The ranking aims to provide insight into which global banks’ lending and investment portfolios are most aligned with the transition to a sustainable low-carbon economy. Yet, despite the NZBA now representing about 40% of global banking assets, disclosure among the world’s leading banks remains relatively poor. Of the banks assessed, only two-thirds provided quantifiable data, allowing Corporate Knights to determine a sustainable revenue ratio for 60 of the 91 banks. In assessing these 91 institutions, one-third disclosed relatively useful data, another third disclosed minimal data but enough to derive a sustainable revenue ratio, while the remaining third provided no quantifiable data in their disclosures. Even the best disclosers still failed to provide granular data that meaningfully distinguished between investment themes and asset classes.

“In an ideal world,” explains Matthew Malinsky, research manager at Corporate Knights, “we’d look at banks’ annual audited financial statements and see the specific outstanding exposures to sustainable activities on the loan book and the investment book, as well as any new additions throughout the reporting period. We’d also see the underwriting activity to sustainable companies or sustainable activities, and we’d know interest, fees and other income earned from these activities. Finally, we’d be clear on which definitions were being used and which taxonomy the definitions were derived from.”

This year’s top-ranked bank, Vancity, speaks similarly to the importance of disclosure.

“Disclosures ensure accountability and push organizations to follow through on the commitments they make,” explains Jonathan Fowlie, Vancity’s chief external relations officer, who oversees the credit union’s impact and climate areas.

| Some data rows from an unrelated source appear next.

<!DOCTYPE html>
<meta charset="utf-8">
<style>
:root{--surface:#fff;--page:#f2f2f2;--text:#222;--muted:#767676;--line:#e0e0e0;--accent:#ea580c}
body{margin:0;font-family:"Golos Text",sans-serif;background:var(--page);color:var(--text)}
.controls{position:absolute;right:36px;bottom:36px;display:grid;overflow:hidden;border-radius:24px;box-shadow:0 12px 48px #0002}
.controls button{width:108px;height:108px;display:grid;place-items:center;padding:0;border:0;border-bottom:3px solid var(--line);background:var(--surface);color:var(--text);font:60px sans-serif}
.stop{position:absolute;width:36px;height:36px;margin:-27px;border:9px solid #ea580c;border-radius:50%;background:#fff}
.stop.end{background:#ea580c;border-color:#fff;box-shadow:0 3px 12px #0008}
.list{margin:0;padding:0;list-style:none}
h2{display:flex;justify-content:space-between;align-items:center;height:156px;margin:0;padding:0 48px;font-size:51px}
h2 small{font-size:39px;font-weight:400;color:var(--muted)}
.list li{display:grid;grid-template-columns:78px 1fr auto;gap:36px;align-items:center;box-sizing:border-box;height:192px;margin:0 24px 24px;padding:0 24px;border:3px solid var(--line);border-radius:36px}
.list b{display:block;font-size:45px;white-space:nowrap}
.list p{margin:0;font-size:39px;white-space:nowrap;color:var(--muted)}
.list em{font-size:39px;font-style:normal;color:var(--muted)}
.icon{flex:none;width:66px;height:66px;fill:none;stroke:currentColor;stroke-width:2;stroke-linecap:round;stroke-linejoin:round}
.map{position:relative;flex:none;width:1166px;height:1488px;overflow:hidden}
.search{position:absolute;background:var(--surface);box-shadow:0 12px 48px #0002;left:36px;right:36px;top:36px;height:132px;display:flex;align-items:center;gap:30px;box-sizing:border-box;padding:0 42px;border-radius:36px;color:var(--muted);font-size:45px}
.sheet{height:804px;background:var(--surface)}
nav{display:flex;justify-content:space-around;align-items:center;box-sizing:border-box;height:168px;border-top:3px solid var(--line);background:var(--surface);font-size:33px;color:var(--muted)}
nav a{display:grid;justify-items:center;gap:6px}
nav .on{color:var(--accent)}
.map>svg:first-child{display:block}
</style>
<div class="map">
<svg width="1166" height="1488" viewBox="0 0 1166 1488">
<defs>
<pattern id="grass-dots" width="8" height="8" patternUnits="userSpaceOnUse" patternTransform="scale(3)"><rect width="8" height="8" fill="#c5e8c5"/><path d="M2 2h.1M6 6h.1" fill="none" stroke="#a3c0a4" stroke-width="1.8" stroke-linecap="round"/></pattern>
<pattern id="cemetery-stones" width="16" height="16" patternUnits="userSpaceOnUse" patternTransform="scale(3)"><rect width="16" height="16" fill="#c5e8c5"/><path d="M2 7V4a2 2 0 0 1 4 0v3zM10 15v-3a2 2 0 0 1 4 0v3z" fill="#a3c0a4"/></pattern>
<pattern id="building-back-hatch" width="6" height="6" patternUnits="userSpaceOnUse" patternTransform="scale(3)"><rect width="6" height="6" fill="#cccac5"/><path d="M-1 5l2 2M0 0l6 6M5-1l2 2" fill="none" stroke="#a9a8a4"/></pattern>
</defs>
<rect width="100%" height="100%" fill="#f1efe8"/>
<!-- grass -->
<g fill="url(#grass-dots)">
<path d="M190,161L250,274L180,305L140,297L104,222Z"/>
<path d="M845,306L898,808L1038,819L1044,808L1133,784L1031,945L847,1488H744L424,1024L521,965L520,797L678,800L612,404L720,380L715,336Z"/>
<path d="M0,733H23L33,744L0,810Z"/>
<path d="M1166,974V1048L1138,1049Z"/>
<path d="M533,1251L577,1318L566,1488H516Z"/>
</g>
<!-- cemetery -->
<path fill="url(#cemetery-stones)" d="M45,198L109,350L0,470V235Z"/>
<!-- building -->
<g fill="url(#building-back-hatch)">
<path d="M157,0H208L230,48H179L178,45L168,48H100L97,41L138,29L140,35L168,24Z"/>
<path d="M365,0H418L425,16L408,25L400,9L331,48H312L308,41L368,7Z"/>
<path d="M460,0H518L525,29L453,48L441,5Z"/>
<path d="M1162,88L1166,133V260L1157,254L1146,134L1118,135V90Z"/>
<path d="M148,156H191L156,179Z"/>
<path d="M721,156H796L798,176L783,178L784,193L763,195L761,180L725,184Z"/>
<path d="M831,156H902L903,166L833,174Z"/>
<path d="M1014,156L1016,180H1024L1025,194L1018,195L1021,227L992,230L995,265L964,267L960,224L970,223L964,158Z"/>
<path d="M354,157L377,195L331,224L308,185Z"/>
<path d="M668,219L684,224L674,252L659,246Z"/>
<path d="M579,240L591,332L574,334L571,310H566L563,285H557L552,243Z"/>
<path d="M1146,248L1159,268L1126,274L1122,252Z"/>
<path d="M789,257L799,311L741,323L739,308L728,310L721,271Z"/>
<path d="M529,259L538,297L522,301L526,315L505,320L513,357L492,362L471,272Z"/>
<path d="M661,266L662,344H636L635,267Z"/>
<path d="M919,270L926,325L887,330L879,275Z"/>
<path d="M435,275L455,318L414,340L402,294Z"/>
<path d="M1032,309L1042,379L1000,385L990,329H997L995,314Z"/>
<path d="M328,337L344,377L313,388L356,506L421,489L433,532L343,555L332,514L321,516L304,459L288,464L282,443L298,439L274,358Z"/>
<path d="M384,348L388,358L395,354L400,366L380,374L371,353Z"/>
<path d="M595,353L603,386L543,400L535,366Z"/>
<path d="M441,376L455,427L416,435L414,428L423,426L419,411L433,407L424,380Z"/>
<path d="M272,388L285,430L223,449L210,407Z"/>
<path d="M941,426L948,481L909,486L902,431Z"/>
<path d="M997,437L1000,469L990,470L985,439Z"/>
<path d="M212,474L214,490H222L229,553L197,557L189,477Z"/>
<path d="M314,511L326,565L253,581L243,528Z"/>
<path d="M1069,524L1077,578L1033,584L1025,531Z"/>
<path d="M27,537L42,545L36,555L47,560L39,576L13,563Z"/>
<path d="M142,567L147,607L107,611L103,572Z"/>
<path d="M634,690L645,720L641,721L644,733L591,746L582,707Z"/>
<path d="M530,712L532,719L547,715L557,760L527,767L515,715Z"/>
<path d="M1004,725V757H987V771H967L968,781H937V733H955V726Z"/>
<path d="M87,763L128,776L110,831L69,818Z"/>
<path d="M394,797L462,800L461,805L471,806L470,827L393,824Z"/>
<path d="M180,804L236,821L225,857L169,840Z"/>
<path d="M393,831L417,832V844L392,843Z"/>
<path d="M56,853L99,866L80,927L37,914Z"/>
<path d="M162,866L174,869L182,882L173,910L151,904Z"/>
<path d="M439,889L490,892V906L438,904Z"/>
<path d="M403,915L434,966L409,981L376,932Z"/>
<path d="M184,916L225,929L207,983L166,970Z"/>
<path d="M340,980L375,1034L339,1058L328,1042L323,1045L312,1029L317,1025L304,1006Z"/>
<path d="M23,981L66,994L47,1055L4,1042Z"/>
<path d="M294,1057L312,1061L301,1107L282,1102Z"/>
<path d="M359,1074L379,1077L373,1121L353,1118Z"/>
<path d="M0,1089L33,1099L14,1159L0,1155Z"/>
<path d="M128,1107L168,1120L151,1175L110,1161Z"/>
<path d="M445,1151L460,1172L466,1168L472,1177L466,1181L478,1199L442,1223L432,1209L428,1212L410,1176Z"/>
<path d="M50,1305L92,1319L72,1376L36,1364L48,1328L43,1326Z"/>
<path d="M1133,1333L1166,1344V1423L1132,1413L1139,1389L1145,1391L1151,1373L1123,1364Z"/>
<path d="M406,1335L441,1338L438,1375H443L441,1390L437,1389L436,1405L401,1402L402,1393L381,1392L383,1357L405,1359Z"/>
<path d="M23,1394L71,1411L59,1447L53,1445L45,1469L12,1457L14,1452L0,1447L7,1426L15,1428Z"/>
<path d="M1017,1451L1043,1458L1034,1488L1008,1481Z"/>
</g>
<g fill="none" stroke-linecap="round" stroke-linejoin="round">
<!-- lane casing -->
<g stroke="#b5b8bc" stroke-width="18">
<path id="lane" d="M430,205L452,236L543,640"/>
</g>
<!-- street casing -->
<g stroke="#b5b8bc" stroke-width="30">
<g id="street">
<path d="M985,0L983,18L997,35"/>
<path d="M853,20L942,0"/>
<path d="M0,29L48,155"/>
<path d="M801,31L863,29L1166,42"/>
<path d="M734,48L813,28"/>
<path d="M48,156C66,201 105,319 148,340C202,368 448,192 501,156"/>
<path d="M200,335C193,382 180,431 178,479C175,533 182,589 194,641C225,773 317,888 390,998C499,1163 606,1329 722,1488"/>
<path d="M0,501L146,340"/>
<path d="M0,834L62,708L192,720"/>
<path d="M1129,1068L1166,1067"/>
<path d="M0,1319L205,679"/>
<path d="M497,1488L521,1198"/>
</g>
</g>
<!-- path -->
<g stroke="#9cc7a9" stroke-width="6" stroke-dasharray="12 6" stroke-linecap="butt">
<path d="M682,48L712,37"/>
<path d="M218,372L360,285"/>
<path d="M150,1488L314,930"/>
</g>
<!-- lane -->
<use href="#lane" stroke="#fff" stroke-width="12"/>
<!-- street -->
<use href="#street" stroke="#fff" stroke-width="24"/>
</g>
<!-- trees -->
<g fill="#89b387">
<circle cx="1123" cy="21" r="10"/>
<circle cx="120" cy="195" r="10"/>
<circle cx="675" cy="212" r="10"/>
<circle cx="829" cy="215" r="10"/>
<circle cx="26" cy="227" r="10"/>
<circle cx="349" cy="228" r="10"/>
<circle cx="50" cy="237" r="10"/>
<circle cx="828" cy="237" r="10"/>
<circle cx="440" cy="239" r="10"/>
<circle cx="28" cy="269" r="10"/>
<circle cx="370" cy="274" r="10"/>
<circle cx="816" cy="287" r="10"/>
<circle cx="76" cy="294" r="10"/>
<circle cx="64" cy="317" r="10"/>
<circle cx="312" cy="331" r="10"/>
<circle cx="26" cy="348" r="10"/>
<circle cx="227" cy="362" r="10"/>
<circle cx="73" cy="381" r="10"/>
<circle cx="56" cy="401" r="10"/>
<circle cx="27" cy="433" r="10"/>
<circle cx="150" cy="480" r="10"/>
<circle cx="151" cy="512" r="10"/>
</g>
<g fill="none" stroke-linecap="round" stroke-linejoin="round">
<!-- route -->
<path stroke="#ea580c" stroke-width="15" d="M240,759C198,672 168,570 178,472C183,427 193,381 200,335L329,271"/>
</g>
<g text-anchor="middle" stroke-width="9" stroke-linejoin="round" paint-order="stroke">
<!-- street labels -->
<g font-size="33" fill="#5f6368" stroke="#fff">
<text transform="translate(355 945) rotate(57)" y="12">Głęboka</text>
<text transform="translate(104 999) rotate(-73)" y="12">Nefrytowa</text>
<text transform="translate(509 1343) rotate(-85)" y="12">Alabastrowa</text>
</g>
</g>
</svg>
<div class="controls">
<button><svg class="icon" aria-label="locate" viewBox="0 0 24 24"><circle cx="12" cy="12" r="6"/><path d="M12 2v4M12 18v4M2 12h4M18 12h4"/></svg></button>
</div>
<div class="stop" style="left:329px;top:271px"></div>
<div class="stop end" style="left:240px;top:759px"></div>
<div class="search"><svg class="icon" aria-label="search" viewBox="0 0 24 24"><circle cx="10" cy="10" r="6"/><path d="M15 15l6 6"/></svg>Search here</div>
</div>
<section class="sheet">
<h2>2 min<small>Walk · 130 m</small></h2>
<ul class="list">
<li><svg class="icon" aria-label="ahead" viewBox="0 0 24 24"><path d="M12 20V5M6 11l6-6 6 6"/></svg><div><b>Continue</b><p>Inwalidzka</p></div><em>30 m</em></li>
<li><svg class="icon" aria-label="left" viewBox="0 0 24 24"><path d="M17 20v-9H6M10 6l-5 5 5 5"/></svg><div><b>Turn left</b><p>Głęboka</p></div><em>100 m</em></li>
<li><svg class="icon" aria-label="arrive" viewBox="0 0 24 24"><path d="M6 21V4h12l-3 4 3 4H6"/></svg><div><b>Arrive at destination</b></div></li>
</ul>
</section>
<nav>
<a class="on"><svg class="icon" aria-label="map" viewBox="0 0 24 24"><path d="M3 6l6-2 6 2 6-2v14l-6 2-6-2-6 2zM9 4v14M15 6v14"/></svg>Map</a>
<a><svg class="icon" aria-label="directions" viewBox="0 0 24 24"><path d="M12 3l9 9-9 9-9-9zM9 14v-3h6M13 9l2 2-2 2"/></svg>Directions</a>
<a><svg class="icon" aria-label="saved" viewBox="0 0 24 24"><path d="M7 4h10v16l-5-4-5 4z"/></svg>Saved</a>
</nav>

If we are to hit the US$9 to $10 trillion in annual financing required to meet Paris targets, approximately 5% of total global banking assets (total assets equating to US$180 trillion) will need to be allocated to financing sustainable activities on a revolving basis. With a total outstanding sustainable loan book of US$687 billion among the 60 banks, approximately 1% of their loan book is currently allocated to sustainable activities (based on their disclosures that can be quantitatively vetted).

Continuing to monitor progress shaping the global banking community, Corporate Knights aims to deepen its future analysis as public disclosure among banks improves and sustainable banking activities gain traction.